# THE RECORDS:
▼
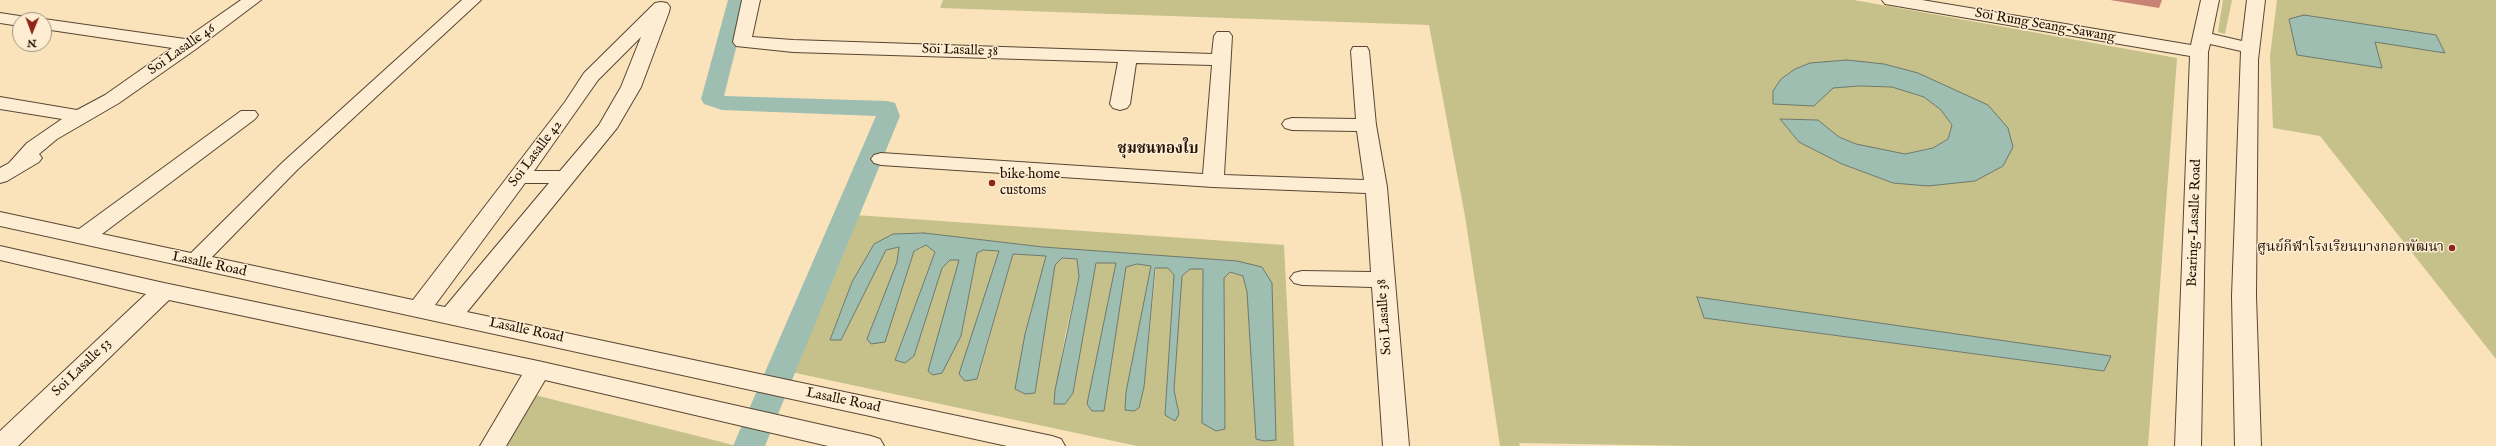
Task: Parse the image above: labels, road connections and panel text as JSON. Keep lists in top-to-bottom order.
{
  "streets": {
    "street": [
      "Soi Rung Seang-Sawang",
      "Soi Lasalle 46",
      "Soi Lasalle 38",
      "Soi Lasalle 42",
      "Bearing-Lasalle Road",
      "Lasalle Road",
      "Soi Lasalle 53"
    ]
  },
  "crossings": [
    ["Soi Rung Seang-Sawang", "Bearing-Lasalle Road"],
    ["Soi Lasalle 42", "Lasalle Road"]
  ],
  "districts": ["ชุมชนทองใบ"],
  "places": ["bike home customs", "ศูนย์กีฬาโรงเรียนบางกอกพัฒนา"],
  "north": "bottom"
}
▲
# BRIEF:
Print the listing exactly, minus its pictures.

# EXERCISE SOLUTION:
Task: Parse the image above: labels, road connections and panel text as JSON. Keep lists in top-to-bottom order.
{
  "streets": {
    "street": [
      "Soi Rung Seang-Sawang",
      "Soi Lasalle 46",
      "Soi Lasalle 38",
      "Soi Lasalle 42",
      "Bearing-Lasalle Road",
      "Lasalle Road",
      "Soi Lasalle 53"
    ]
  },
  "crossings": [
    ["Soi Rung Seang-Sawang", "Bearing-Lasalle Road"],
    ["Soi Lasalle 42", "Lasalle Road"]
  ],
  "districts": ["ชุมชนทองใบ"],
  "places": ["bike home customs", "ศูนย์กีฬาโรงเรียนบางกอกพัฒนา"],
  "north": "bottom"
}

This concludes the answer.